→ **Your task**: What lines in the material hold the string "arrive"? Copy out each of them.

→ **Material to process**:
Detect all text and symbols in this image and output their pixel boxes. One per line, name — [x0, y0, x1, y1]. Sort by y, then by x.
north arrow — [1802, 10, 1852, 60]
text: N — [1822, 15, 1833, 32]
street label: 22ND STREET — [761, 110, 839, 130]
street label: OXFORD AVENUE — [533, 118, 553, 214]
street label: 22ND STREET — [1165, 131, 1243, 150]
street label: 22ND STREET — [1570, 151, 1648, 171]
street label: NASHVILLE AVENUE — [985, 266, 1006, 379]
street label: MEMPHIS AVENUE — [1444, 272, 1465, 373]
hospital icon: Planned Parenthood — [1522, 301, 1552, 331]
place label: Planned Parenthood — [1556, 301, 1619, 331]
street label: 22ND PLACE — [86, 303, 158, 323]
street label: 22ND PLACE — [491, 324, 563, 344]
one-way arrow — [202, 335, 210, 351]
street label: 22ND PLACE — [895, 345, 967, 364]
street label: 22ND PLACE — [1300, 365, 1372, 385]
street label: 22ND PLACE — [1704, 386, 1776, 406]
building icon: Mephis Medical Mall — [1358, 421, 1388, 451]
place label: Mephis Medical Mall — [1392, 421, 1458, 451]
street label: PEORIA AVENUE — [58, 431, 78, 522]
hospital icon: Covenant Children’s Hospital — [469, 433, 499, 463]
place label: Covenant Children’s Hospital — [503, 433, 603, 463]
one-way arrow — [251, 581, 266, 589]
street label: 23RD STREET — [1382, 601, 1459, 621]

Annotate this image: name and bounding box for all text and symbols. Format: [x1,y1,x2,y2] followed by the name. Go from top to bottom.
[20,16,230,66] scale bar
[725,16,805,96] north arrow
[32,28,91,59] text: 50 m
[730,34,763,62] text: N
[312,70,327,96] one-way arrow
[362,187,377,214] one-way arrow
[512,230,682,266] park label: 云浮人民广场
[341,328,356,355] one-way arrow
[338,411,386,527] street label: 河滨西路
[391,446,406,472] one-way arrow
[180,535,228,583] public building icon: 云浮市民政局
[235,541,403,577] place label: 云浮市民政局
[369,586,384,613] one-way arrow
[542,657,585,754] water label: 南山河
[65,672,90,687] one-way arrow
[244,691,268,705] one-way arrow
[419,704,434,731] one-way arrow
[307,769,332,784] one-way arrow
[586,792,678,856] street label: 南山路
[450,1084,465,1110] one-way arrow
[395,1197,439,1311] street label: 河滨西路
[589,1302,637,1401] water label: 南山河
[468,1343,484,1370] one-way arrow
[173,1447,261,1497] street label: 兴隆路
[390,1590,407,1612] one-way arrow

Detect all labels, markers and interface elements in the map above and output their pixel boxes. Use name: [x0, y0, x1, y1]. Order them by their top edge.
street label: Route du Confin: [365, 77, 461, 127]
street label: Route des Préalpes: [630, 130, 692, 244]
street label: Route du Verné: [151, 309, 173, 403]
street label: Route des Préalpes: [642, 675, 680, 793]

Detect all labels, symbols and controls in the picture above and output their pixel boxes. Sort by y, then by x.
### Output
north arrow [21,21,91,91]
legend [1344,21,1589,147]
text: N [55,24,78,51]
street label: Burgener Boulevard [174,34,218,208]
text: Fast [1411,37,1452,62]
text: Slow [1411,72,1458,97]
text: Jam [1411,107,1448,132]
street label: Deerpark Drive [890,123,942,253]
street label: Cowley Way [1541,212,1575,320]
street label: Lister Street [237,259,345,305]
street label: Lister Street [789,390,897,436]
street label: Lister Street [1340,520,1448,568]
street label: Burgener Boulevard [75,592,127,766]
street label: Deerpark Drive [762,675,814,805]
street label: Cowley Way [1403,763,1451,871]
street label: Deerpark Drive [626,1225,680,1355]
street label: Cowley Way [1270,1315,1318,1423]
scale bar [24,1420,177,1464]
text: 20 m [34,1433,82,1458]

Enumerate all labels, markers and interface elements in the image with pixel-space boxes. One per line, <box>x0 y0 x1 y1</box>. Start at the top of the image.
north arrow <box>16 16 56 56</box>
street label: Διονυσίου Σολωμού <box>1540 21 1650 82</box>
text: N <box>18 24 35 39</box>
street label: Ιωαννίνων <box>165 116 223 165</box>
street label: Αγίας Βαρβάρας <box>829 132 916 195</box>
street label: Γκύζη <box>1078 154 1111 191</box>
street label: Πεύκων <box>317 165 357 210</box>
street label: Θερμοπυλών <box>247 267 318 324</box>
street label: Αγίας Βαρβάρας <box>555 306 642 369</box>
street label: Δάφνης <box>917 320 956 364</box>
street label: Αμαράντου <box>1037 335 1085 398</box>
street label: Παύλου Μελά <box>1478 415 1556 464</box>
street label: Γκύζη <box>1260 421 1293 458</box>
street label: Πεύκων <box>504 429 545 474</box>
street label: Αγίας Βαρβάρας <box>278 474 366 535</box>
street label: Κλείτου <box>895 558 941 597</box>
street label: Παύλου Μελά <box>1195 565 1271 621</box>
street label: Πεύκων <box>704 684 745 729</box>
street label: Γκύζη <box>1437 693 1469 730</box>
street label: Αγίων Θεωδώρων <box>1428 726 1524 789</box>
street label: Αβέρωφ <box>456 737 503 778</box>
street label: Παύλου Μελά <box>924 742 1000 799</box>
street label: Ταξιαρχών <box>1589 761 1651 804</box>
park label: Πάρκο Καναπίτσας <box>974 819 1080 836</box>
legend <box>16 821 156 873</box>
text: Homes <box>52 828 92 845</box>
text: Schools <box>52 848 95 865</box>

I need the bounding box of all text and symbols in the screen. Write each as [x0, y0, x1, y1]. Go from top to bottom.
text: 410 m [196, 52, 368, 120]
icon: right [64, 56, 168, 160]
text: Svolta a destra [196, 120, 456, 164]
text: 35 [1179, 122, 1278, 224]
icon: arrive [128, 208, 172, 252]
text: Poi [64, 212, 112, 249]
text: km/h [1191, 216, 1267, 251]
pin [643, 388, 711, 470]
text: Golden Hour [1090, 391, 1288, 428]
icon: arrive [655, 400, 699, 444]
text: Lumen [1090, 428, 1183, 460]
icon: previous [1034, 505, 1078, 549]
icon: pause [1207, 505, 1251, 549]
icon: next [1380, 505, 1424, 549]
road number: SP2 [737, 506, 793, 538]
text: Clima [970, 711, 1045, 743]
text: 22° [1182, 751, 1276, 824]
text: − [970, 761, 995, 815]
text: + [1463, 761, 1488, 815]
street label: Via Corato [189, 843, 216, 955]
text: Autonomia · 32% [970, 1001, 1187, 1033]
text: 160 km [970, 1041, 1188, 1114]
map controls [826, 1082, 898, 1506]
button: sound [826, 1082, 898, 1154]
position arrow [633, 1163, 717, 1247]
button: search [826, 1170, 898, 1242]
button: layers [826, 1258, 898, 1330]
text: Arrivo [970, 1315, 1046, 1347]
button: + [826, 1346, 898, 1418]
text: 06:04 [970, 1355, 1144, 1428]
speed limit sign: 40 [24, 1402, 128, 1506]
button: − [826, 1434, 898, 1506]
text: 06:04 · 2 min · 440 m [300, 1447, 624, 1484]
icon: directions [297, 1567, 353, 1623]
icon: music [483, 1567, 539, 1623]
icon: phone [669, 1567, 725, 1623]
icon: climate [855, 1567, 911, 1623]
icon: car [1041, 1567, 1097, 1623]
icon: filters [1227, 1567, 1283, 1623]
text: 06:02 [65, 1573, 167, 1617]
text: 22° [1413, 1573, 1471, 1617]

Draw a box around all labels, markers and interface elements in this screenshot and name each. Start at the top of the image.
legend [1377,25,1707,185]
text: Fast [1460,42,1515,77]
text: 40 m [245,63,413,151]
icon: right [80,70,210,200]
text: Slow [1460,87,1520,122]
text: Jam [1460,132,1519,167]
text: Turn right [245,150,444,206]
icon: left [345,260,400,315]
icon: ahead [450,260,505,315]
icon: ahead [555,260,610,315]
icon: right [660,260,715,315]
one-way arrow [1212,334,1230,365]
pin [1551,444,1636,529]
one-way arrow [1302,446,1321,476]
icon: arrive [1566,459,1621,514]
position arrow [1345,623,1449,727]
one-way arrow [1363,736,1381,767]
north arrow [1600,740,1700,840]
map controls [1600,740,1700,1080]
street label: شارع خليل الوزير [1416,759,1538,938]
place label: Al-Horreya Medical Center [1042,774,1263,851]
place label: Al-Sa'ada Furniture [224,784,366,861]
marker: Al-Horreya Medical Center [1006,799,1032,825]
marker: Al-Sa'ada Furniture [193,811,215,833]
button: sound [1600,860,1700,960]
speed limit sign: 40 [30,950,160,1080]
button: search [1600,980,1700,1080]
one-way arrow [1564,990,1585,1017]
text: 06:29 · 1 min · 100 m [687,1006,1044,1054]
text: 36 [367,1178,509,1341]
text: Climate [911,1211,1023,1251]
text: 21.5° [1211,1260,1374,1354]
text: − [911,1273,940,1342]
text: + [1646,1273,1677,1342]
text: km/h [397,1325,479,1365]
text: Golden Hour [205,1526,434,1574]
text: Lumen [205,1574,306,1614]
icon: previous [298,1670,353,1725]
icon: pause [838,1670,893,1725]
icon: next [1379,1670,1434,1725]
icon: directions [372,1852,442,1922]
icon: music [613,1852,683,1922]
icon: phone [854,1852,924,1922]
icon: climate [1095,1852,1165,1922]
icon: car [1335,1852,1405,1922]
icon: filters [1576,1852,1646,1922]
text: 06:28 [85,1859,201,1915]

→ **Result of the task**:
icon: arrive [128, 208, 172, 252]
icon: arrive [655, 400, 699, 444]
icon: arrive [1566,459,1621,514]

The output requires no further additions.